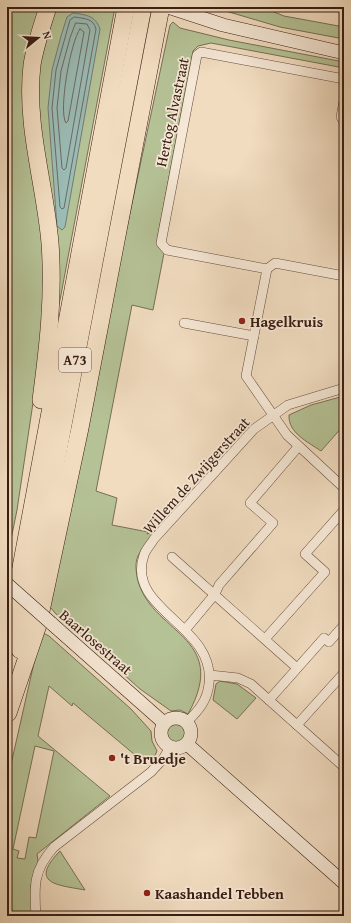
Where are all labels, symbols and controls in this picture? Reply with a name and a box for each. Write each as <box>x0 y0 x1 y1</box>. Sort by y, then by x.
north arrow <box>18 18 58 58</box>
text: N <box>39 29 56 41</box>
street label: Hertog Alvastraat <box>150 55 194 169</box>
place label: Hagelkruis <box>250 311 323 332</box>
marker: Hagelkruis <box>237 316 247 326</box>
road number: A73 <box>59 348 91 372</box>
street label: Willem de Zwijgerstraat <box>138 411 255 538</box>
street label: Baarlosestraat <box>55 604 138 680</box>
place label: 't Bruedje <box>120 748 186 769</box>
marker: 't Bruedje <box>107 753 117 763</box>
place label: Kaashandel Tebben <box>155 883 284 904</box>
marker: Kaashandel Tebben <box>142 888 152 898</box>

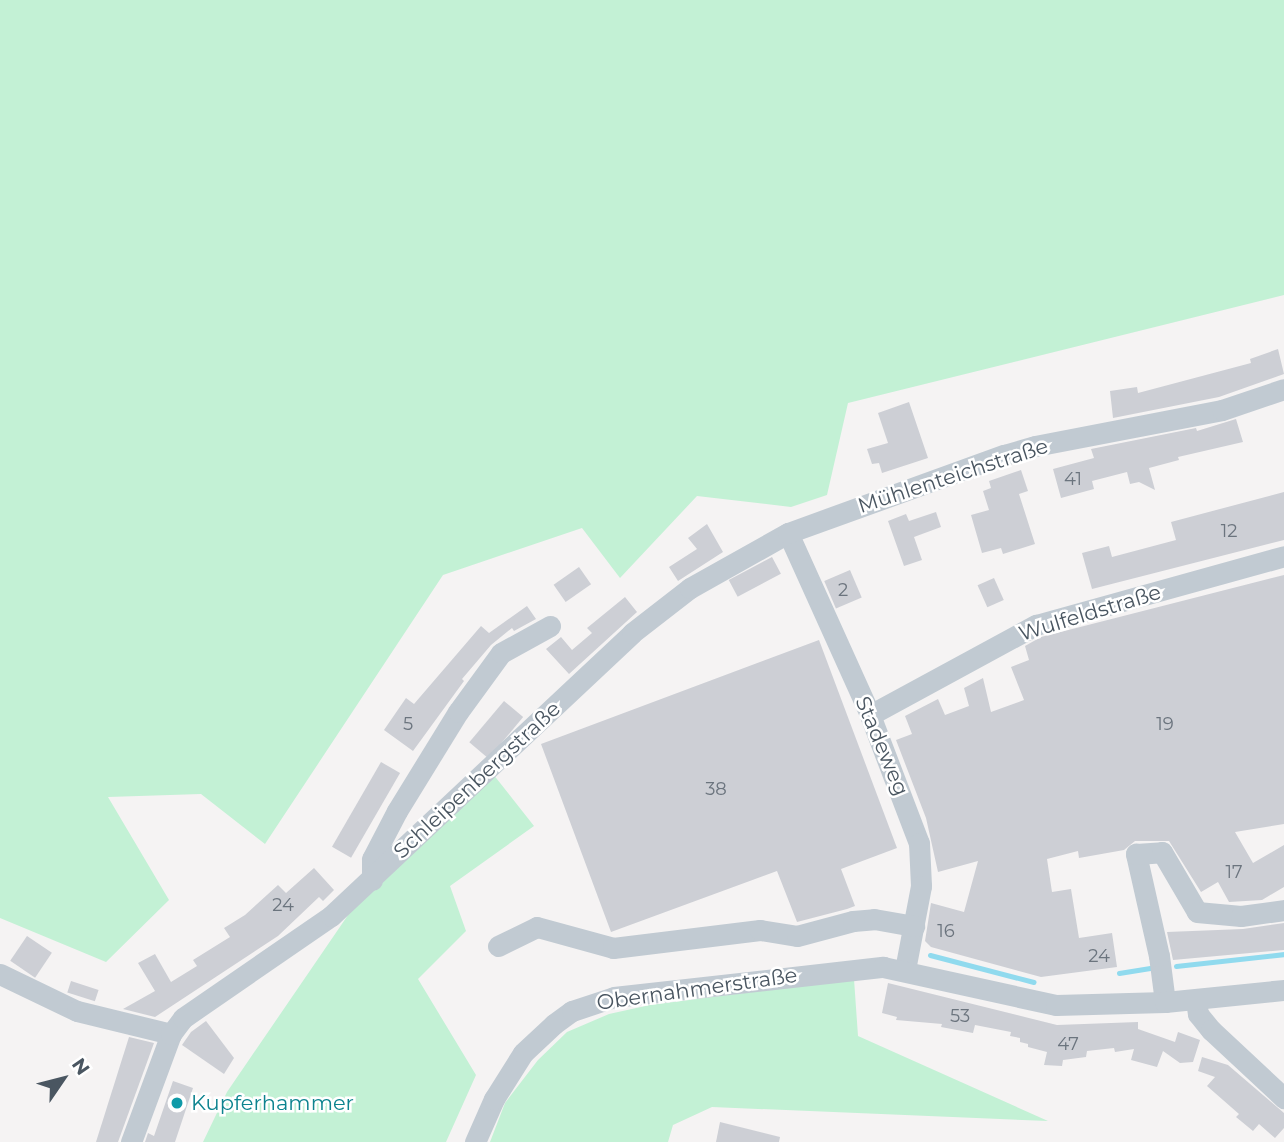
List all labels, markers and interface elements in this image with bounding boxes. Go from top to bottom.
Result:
street label: Mühlenteichstraße [855,433,1051,519]
house number: 41 [1064,468,1082,490]
house number: 12 [1221,520,1237,542]
house number: 2 [838,579,848,601]
street label: Wulfeldstraße [1016,579,1164,647]
street label: Stadeweg [850,693,914,799]
street label: Schleipenbergstraße [388,696,566,864]
house number: 5 [403,713,413,735]
house number: 19 [1156,713,1174,735]
house number: 38 [705,778,727,800]
house number: 17 [1225,861,1243,883]
house number: 24 [272,894,294,916]
house number: 16 [937,920,955,942]
house number: 24 [1088,945,1110,967]
street label: Obernahmerstraße [595,962,799,1016]
house number: 53 [950,1005,970,1027]
house number: 47 [1057,1033,1079,1055]
north arrow [28,1044,98,1114]
text: N [67,1054,94,1080]
place label: Kupferhammer [191,1090,354,1116]
marker: Kupferhammer [169,1095,185,1111]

Required work | Once the images are dropped, set down the remaining material word for word.

The answer |
Where are all labels, symbols and controls in this picture? Reply with a name and a box for each. Write each as <box>x0 y0 x1 y1</box>. Sort by y, then by x.
north arrow <box>18 18 58 58</box>
text: N <box>39 29 56 41</box>
street label: Hertog Alvastraat <box>150 55 194 169</box>
place label: Hagelkruis <box>250 311 323 332</box>
marker: Hagelkruis <box>237 316 247 326</box>
road number: A73 <box>59 348 91 372</box>
street label: Willem de Zwijgerstraat <box>138 411 255 538</box>
street label: Baarlosestraat <box>55 604 138 680</box>
place label: 't Bruedje <box>120 748 186 769</box>
marker: 't Bruedje <box>107 753 117 763</box>
place label: Kaashandel Tebben <box>155 883 284 904</box>
marker: Kaashandel Tebben <box>142 888 152 898</box>

List all labels, markers and interface elements in this image with bounding boxes. Go from top to bottom.
Result:
street label: Mühlenteichstraße [855,433,1051,519]
house number: 41 [1064,468,1082,490]
house number: 12 [1221,520,1237,542]
house number: 2 [838,579,848,601]
street label: Wulfeldstraße [1016,579,1164,647]
street label: Stadeweg [850,693,914,799]
street label: Schleipenbergstraße [388,696,566,864]
house number: 5 [403,713,413,735]
house number: 19 [1156,713,1174,735]
house number: 38 [705,778,727,800]
house number: 17 [1225,861,1243,883]
house number: 24 [272,894,294,916]
house number: 16 [937,920,955,942]
house number: 24 [1088,945,1110,967]
street label: Obernahmerstraße [595,962,799,1016]
house number: 53 [950,1005,970,1027]
house number: 47 [1057,1033,1079,1055]
north arrow [28,1044,98,1114]
text: N [67,1054,94,1080]
place label: Kupferhammer [191,1090,354,1116]
marker: Kupferhammer [169,1095,185,1111]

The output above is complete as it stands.